_TRY IT_:
Using the entries that follow, collect the lines where the word "origin" appears.

------------

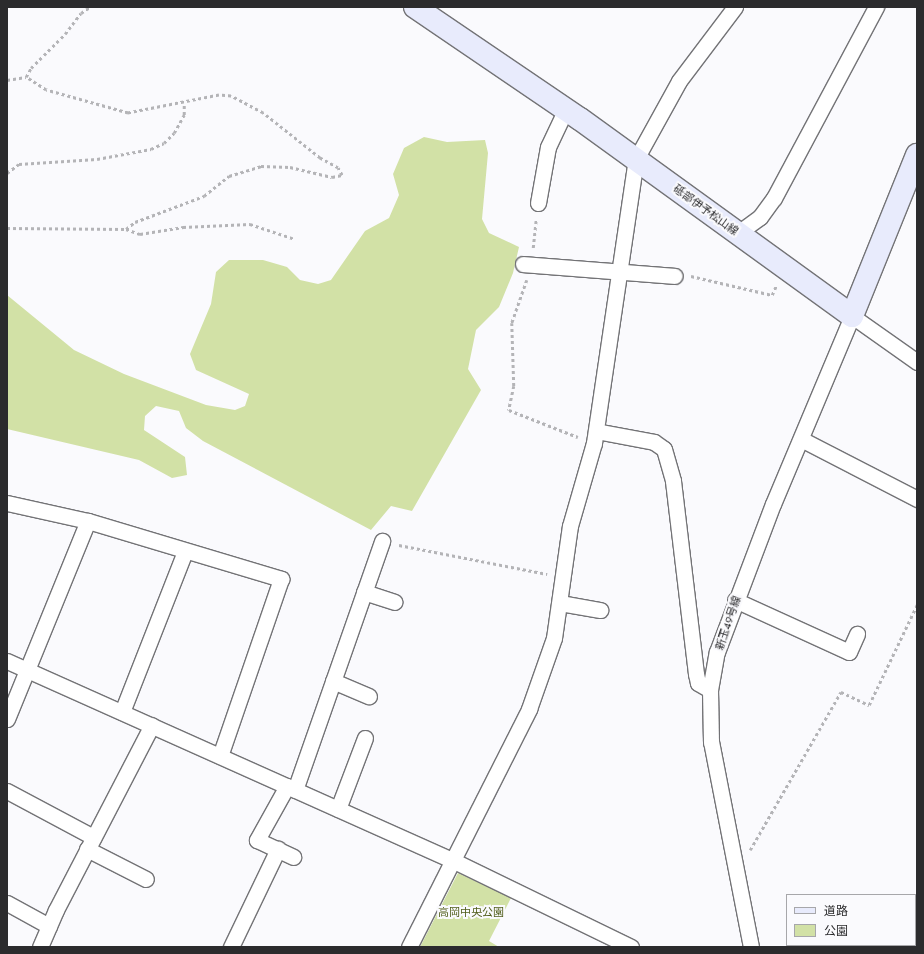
<!DOCTYPE html>
<html>
<head>
<meta charset="utf-8">
<style>
  body { margin:0 }
  #map { position:relative; width:924px; height:954px; overflow:hidden; background:#fafafd; font-family:Jost,"Noto Sans JP",sans-serif }
  div>[style] { position:absolute }
  .green>* { inset:0; background:#d2e1a6 }
  .path>* { height:2.5px; margin-top:-1.25px; transform-origin:0; background:repeating-linear-gradient(90deg,#b4b4b7 0 3px,transparent 0 6px) }
  .roads { filter:drop-shadow(1px 0 #737376) drop-shadow(-1px 0 #737376) drop-shadow(0 1px #737376) drop-shadow(0 -1px #737376) }
  .minor>* { height:15px; margin:-7.5px; padding:0 7.5px; transform-origin:7.5px; border-radius:7.5px; background:#fff }
  .secondary>* { height:22px; margin:-11px; padding:0 11px; transform-origin:11px; border-radius:11px; background:#e8ebfc }
  span { translate:-50% -50%; white-space:nowrap; text-align:center; line-height:1.15; -webkit-text-stroke:4px #fafafd; paint-order:stroke }
  .street-label { font-size:11px; color:#2b2b2d }
  .park-label { font-size:11px; color:#505d19 }
  .frame { position:absolute; inset:0; border:8px solid #2b2b2d; pointer-events:none }
  .legend { position:absolute; left:786px; top:894px; width:130px; height:52px; box-sizing:border-box; background:#fafafd; border:1px solid #a7a7aa; margin:0; padding:5px 7px; list-style:none; font-size:12px; color:#2b2b2d }
  .legend li { display:flex; align-items:center; gap:8px; height:20px }
  .legend b { width:20px; border:1px solid #a7a7aa }
</style>
</head>
<body>
<div id="map">
  <div class="green">
    <div style="clip-path:polygon(424px 137px,447px 142px,485px 140px,488px 153px,482px 219px,489px 233px,519px 247px,513px 273px,499px 307px,476px 330px,468px 369px,481px 390px,412px 511px,391px 506px,371px 530px,203px 441px,186px 428px,179px 411px,156px 406px,145px 416px,144px 430px,185px 457px,187px 475px,172px 478px,139px 460px,7px 429px,7px 295px,74px 350px,124px 374px,206px 405px,235px 410px,245px 406px,249px 394px,196px 370px,190px 354px,211px 304px,216px 272px,229px 260px,263px 260px,287px 267px,300px 280px,318px 284px,331px 280px,365px 231px,389px 218px,399px 195px,393px 174px,404px 148px)"></div>
    <div style="clip-path:polygon(458px 873px,511px 898px,489px 941px,499px 947px,420px 947px)"></div>
  </div>
  <div class="path">
    <div style="left:7px;top:80px;width:19px;rotate:-9deg"></div>
    <div style="left:26px;top:77px;width:10px;rotate:-61deg"></div>
    <div style="left:31px;top:68px;width:48px;rotate:-45deg"></div>
    <div style="left:65px;top:34px;width:26px;rotate:-53deg"></div>
    <div style="left:81px;top:13px;width:11px;rotate:-34deg"></div>
    <div style="left:7px;top:173px;width:15px;rotate:-37deg"></div>
    <div style="left:19px;top:164px;width:78px;rotate:-3.7deg"></div>
    <div style="left:97px;top:159px;width:55px;rotate:-10.5deg"></div>
    <div style="left:151px;top:149px;width:14px;rotate:-25deg"></div>
    <div style="left:164px;top:143px;width:14px;rotate:-45deg"></div>
    <div style="left:174px;top:133px;width:21px;rotate:-61deg"></div>
    <div style="left:184px;top:115px;width:11px;rotate:-90deg"></div>
    <div style="left:7px;top:228px;width:119px;rotate:0.5deg"></div>
    <div style="left:126px;top:229px;width:11px;rotate:-38deg"></div>
    <div style="left:135px;top:222px;width:74px;rotate:-20.6deg"></div>
    <div style="left:204px;top:196px;width:32px;rotate:-39deg"></div>
    <div style="left:229px;top:176px;width:34px;rotate:-17deg"></div>
    <div style="left:261px;top:166px;width:29px;rotate:2deg"></div>
    <div style="left:290px;top:167px;width:43px;rotate:13.4deg"></div>
    <div style="left:332px;top:177px;width:10px;rotate:-11deg"></div>
    <div style="left:342px;top:175px;width:8px;rotate:-120deg"></div>
    <div style="left:338px;top:168px;width:21px;rotate:-151deg"></div>
    <div style="left:320px;top:158px;width:73px;rotate:-141.7deg"></div>
    <div style="left:263px;top:113px;width:36px;rotate:-152deg"></div>
    <div style="left:231px;top:96px;width:12px;rotate:-175deg"></div>
    <div style="left:219px;top:95px;width:93px;rotate:168.8deg"></div>
    <div style="left:128px;top:113px;width:85px;rotate:-164.3deg"></div>
    <div style="left:46px;top:90px;width:24px;rotate:-147deg"></div>
    <div style="left:126px;top:229px;width:15px;rotate:20deg"></div>
    <div style="left:140px;top:234px;width:44px;rotate:-9.2deg"></div>
    <div style="left:183px;top:227px;width:67px;rotate:-2.6deg"></div>
    <div style="left:250px;top:224px;width:47px;rotate:18.4deg"></div>
    <div style="left:533px;top:248px;width:29px;rotate:-84deg"></div>
    <div style="left:691px;top:276px;width:83px;rotate:13.2deg"></div>
    <div style="left:772px;top:295px;width:10px;rotate:-66deg"></div>
    <div style="left:527px;top:280px;width:46px;rotate:109.2deg"></div>
    <div style="left:512px;top:323px;width:63px;rotate:88.2deg"></div>
    <div style="left:514px;top:386px;width:25px;rotate:102deg"></div>
    <div style="left:509px;top:410px;width:74px;rotate:21.4deg"></div>
    <div style="left:399px;top:545px;width:151px;rotate:11.1deg"></div>
    <div style="left:750px;top:850px;width:182px;rotate:-60.1deg"></div>
    <div style="left:841px;top:692px;width:31px;rotate:25deg"></div>
    <div style="left:869px;top:705px;width:111px;rotate:-64.4deg"></div>
  </div>
  <div class="roads">
    <div class="minor">
      <div style="left:538px;top:203px;width:57px;rotate:-79.9deg"></div>
      <div style="left:548px;top:147px;width:42px;rotate:-64.7deg"></div>
      <div style="left:738px;top:233px;width:27px;rotate:-36deg"></div>
      <div style="left:760px;top:217px;width:24px;rotate:-54deg"></div>
      <div style="left:774px;top:198px;width:217px;rotate:-61.9deg"></div>
      <div style="left:523px;top:264px;width:152px;rotate:4.5deg"></div>
      <div style="left:596px;top:431px;width:59px;rotate:10.7deg"></div>
      <div style="left:654px;top:442px;width:12px;rotate:35deg"></div>
      <div style="left:664px;top:449px;width:33px;rotate:74deg"></div>
      <div style="left:673px;top:481px;width:194px;rotate:83.2deg"></div>
      <div style="left:696px;top:674px;width:9px;rotate:77deg"></div>
      <div style="left:698px;top:683px;width:14px;rotate:30deg"></div>
      <div style="left:801px;top:439px;width:131px;rotate:27.3deg"></div>
      <div style="left:7px;top:503px;width:83px;rotate:12.5deg"></div>
      <div style="left:88px;top:521px;width:202px;rotate:16.7deg"></div>
      <div style="left:281px;top:579px;width:187px;rotate:109deg"></div>
      <div style="left:364px;top:592px;width:32px;rotate:18deg"></div>
      <div style="left:735px;top:600px;width:125px;rotate:24.5deg"></div>
      <div style="left:849px;top:652px;width:20px;rotate:-66deg"></div>
      <div style="left:560px;top:603px;width:41px;rotate:9.9deg"></div>
      <div style="left:7px;top:661px;width:487px;rotate:24.1deg"></div>
      <div style="left:452px;top:860px;width:199px;rotate:25.9deg"></div>
      <div style="left:333px;top:681px;width:39px;rotate:23deg"></div>
      <div style="left:122px;top:712px;width:173px;rotate:-68.6deg"></div>
      <div style="left:7px;top:719px;width:214px;rotate:-67.8deg"></div>
      <div style="left:287px;top:786px;width:62px;rotate:119.1deg"></div>
      <div style="left:257px;top:840px;width:40px;rotate:25deg"></div>
      <div style="left:295px;top:790px;width:264px;rotate:-70.7deg"></div>
      <div style="left:7px;top:791px;width:98px;rotate:28.1deg"></div>
      <div style="left:338px;top:809px;width:76px;rotate:-69.2deg"></div>
      <div style="left:87px;top:849px;width:66px;rotate:27deg"></div>
      <div style="left:7px;top:903px;width:48px;rotate:28.7deg"></div>
      <div style="left:40px;top:947px;width:40px;rotate:-66.6deg"></div>
      <div style="left:56px;top:910px;width:208px;rotate:-62.6deg"></div>
      <div style="left:231px;top:947px;width:109px;rotate:-64.4deg"></div>
      <div style="left:409px;top:947px;width:267px;rotate:-63.2deg"></div>
      <div style="left:529px;top:709px;width:75px;rotate:-70.6deg"></div>
      <div style="left:554px;top:638px;width:113px;rotate:-81.9deg"></div>
      <div style="left:570px;top:526px;width:86px;rotate:-73.9deg"></div>
      <div style="left:594px;top:443px;width:287px;rotate:-81.6deg"></div>
      <div style="left:636px;top:159px;width:89px;rotate:-61.1deg"></div>
      <div style="left:679px;top:81px;width:93px;rotate:-52.9deg"></div>
      <div style="left:751px;top:947px;width:209px;rotate:-101deg"></div>
      <div style="left:711px;top:742px;width:52px;rotate:-91.1deg"></div>
      <div style="left:710px;top:690px;width:39px;rotate:-80deg"></div>
      <div style="left:717px;top:652px;width:158px;rotate:-69.3deg"></div>
      <div style="left:773px;top:504px;width:204px;rotate:-67.2deg"></div>
      <div style="left:852px;top:316px;width:80px;rotate:35.3deg"></div>
    </div>
    <div class="secondary">
      <div style="left:415px;top:7px;width:199px;rotate:34.2deg"></div>
      <div style="left:580px;top:119px;width:336px;rotate:35.9deg"></div>
      <div style="left:852px;top:316px;width:174px;rotate:-68deg"></div>
    </div>
  </div>
  <div class="street-label">
    <span style="left:706px;top:210px;rotate:36deg">砥部伊予松山線</span>
    <span style="left:728px;top:623px;rotate:-71deg">新玉49号線</span>
  </div>
  <div class="park-label">
    <span style="left:471px;top:912px">高岡中央公園</span>
  </div>
  <div class="frame"></div>
  <ul class="legend">
  <li><b style="height:5px;background:#e8ebfc"></b>道路</li>
  <li><b style="height:11px;background:#d2e1a6"></b>公園</li>
  </ul>
</div>
</body>
</html>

------------

_YOUR RESPONSE_:
  .path>* { height:2.5px; margin-top:-1.25px; transform-origin:0; background:repeating-linear-gradient(90deg,#b4b4b7 0 3px,transparent 0 6px) }
  .minor>* { height:15px; margin:-7.5px; padding:0 7.5px; transform-origin:7.5px; border-radius:7.5px; background:#fff }
  .secondary>* { height:22px; margin:-11px; padding:0 11px; transform-origin:11px; border-radius:11px; background:#e8ebfc }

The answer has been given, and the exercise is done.